The most performance-sensitive index pattern is:

CREATE INDEX idx_<table>_buyer_metric_date_desc
    ON <table> (buyer_account_id, metric_date DESC);

This exists on rtb_daily, rtb_bidstream, rtb_quality, and rtb_bid_filtering. It supports the data-freshness query and buyer-scoped analytics.

Other important indexes: - (metric_date, buyer_account_id): for date-range + buyer filters - (metric_date, billing_id): for billing-scoped queries - (row_hash) UNIQUE: deduplication on import

Deduplication

Each imported row is hashed (row_hash column). The unique constraint on row_hash prevents duplicate inserts, making re-import safe.

Connection model

The API uses per-request connections (no connection pool). Each query creates a fresh psycopg.connect() call, wrapped in run_in_executor for async compatibility.

async def pg_query(sql, params=()):
    loop = asyncio.get_event_loop()
    def _execute():
        with _get_connection() as conn:
            cursor = conn.execute(sql, params)
            return [dict(row) for row in cursor.fetchall()]
    return await loop.run_in_executor(None, _execute)

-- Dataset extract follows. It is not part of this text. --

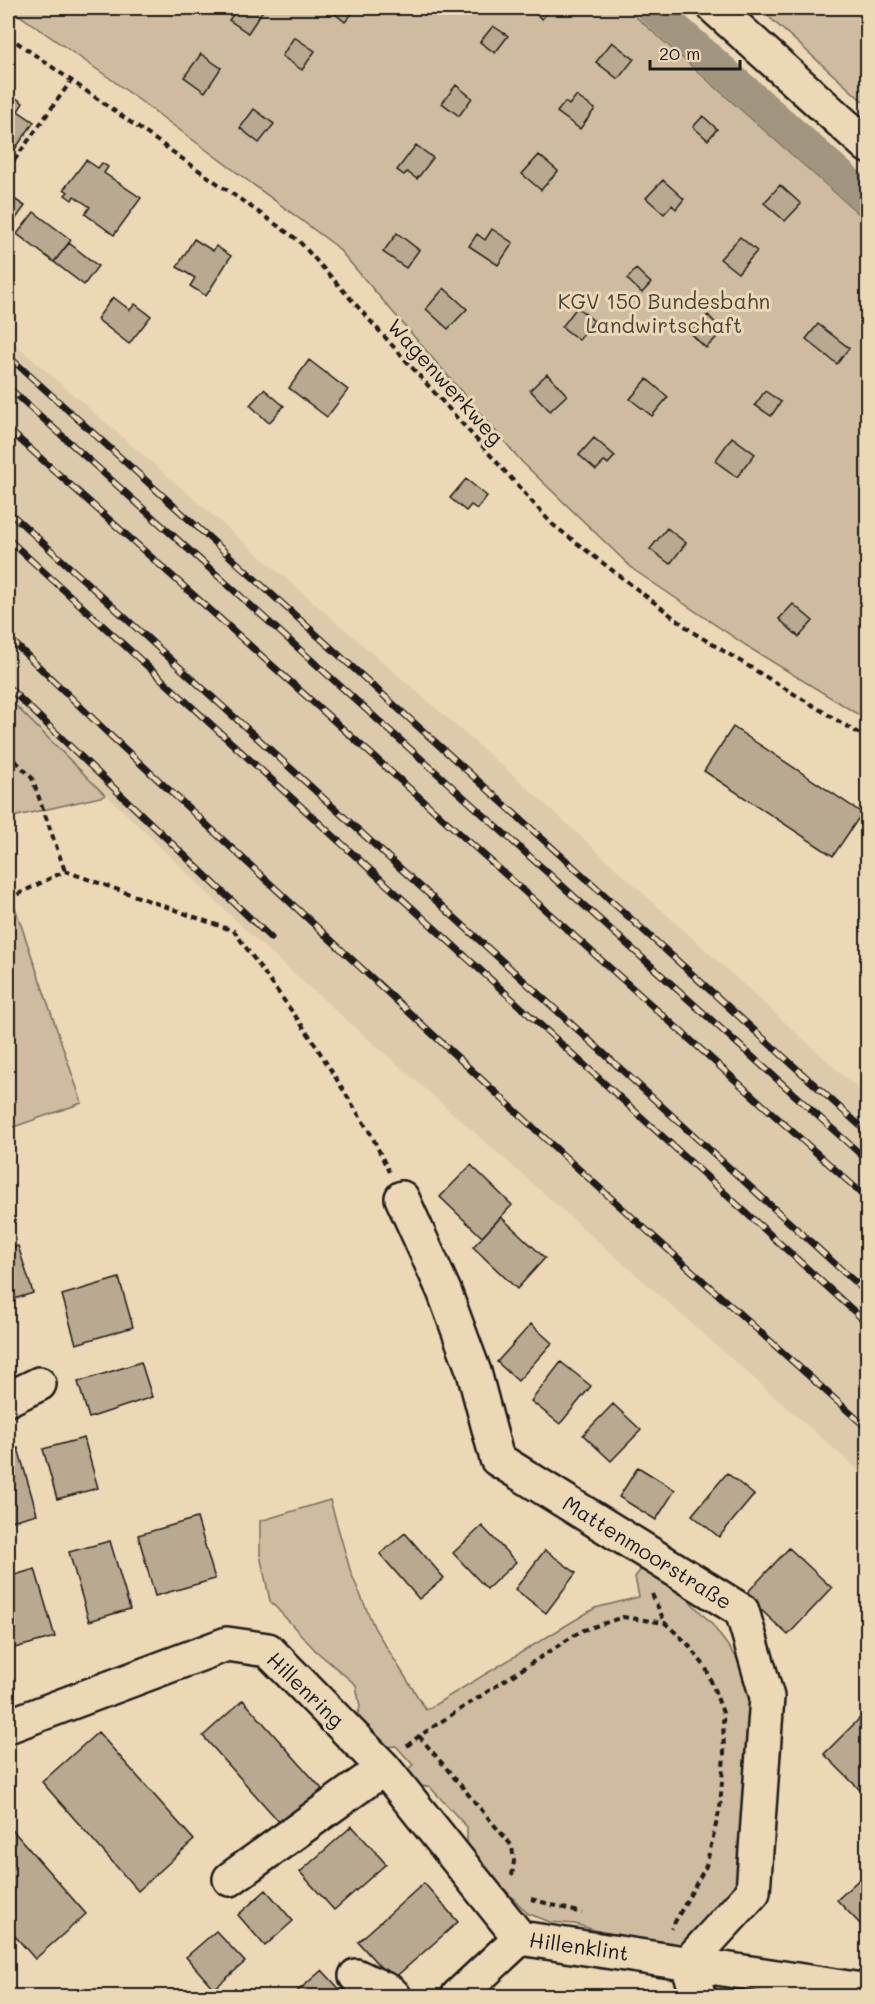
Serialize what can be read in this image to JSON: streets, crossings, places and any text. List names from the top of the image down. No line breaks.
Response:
{"streets":{"street":["Mattenmoorstraße","Hillenring","Hillenklint"],"path":["Wagenwerkweg"]},"crossings":[["Mattenmoorstraße","Hillenklint"],["Hillenring","Hillenklint"]],"parks":["KGV 150 Bundesbahn Landwirtschaft"],"scale_bar":"20 m"}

For production workloads, consider adding psycopg_pool if connection overhead becomes a bottleneck.

Statement timeouts

For expensive queries (e.g., data-freshness across large tables), the API uses pg_query_with_timeout:

conn.execute(f"SET LOCAL statement_timeout = {timeout_ms}")
cursor = conn.execute(sql, params)

Key details: - SET LOCAL scopes the timeout to the current transaction and auto-resets when the transaction ends (commit or rollback). - Default data-freshness timeout: 30 seconds. - Configurable via UPLOADS_DATA_FRESHNESS_QUERY_TIMEOUT_MS environment variable (minimum 1000ms). - SET LOCAL avoids the aborted-transaction problem that occurs when using SET + RESET in a try/finally block (if the query is cancelled by the timeout, the transaction enters an aborted state, and RESET fails).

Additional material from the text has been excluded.